__EXCERPTED RECORDS__:
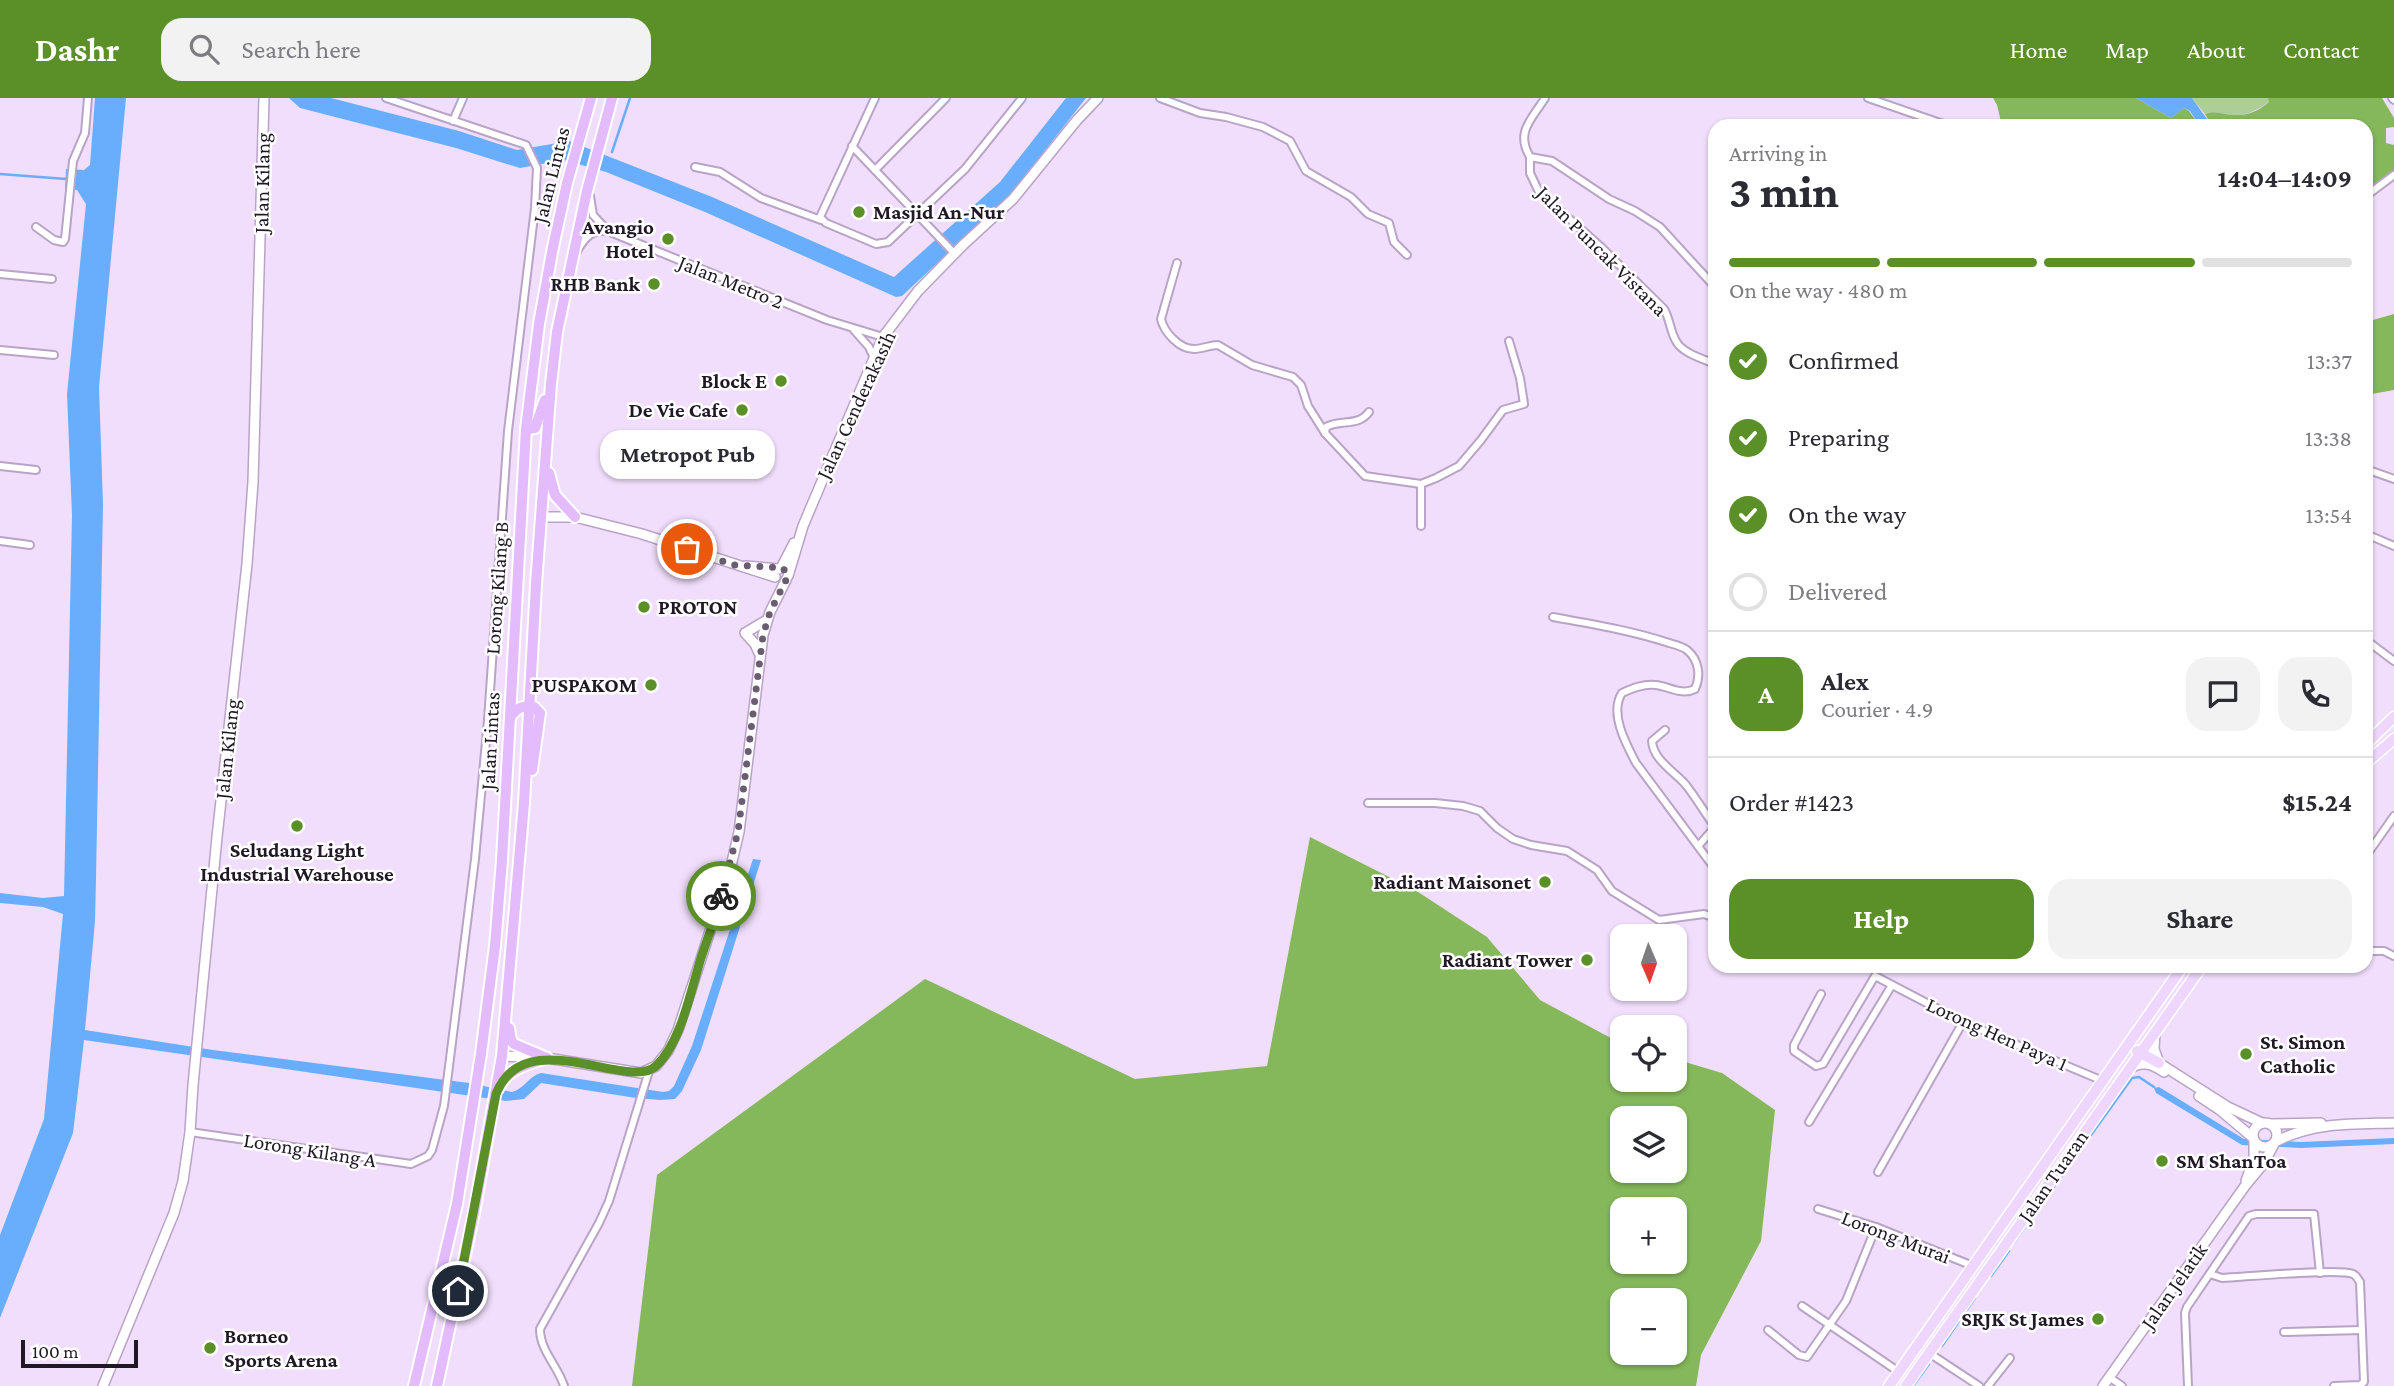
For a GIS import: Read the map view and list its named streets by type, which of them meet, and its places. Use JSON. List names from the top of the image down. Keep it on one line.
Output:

* * *

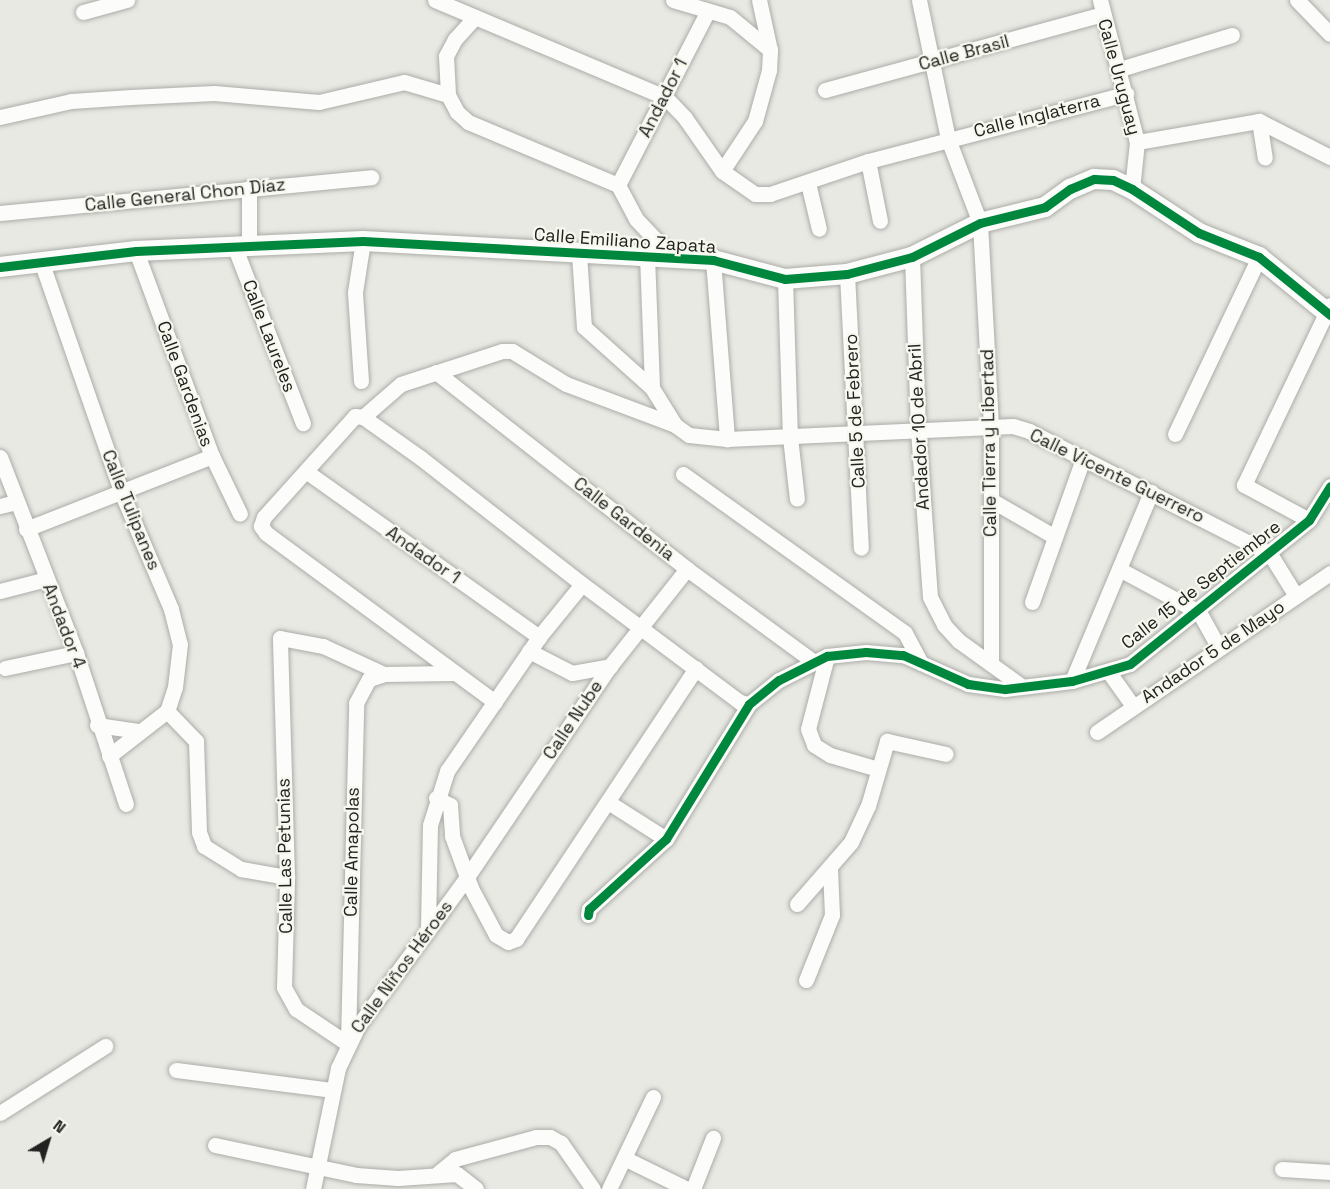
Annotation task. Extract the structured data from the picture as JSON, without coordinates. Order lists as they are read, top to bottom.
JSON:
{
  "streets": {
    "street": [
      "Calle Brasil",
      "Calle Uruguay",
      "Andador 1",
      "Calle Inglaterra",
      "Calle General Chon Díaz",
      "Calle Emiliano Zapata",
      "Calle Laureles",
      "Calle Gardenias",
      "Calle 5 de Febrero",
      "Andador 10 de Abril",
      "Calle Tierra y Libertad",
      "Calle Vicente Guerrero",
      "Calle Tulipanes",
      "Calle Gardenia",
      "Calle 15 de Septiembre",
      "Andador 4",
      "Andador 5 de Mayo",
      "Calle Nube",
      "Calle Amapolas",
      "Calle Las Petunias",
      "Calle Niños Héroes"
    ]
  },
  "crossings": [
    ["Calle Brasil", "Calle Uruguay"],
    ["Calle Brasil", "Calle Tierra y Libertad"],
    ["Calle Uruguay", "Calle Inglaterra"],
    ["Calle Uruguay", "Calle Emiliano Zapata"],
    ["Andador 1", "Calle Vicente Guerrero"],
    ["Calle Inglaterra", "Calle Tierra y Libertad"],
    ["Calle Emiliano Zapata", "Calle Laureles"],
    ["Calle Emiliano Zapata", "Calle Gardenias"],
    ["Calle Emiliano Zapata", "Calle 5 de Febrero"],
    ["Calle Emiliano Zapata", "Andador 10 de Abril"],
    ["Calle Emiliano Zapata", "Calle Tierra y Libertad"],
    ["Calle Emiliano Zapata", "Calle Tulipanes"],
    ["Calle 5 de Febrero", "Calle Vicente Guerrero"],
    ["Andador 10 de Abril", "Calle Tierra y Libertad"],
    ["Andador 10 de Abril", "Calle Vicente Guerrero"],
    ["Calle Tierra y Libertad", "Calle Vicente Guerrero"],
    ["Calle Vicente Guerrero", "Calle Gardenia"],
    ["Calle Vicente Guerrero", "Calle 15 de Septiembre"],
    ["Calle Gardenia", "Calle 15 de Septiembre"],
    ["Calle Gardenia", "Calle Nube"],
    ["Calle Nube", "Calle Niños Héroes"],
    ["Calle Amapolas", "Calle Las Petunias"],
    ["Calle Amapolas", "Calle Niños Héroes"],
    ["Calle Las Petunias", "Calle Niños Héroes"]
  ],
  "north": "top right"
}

__THE TASK__: Work out how many lines in the data include "from". Answer with the number only.

__YOUR SOLUTION__: 2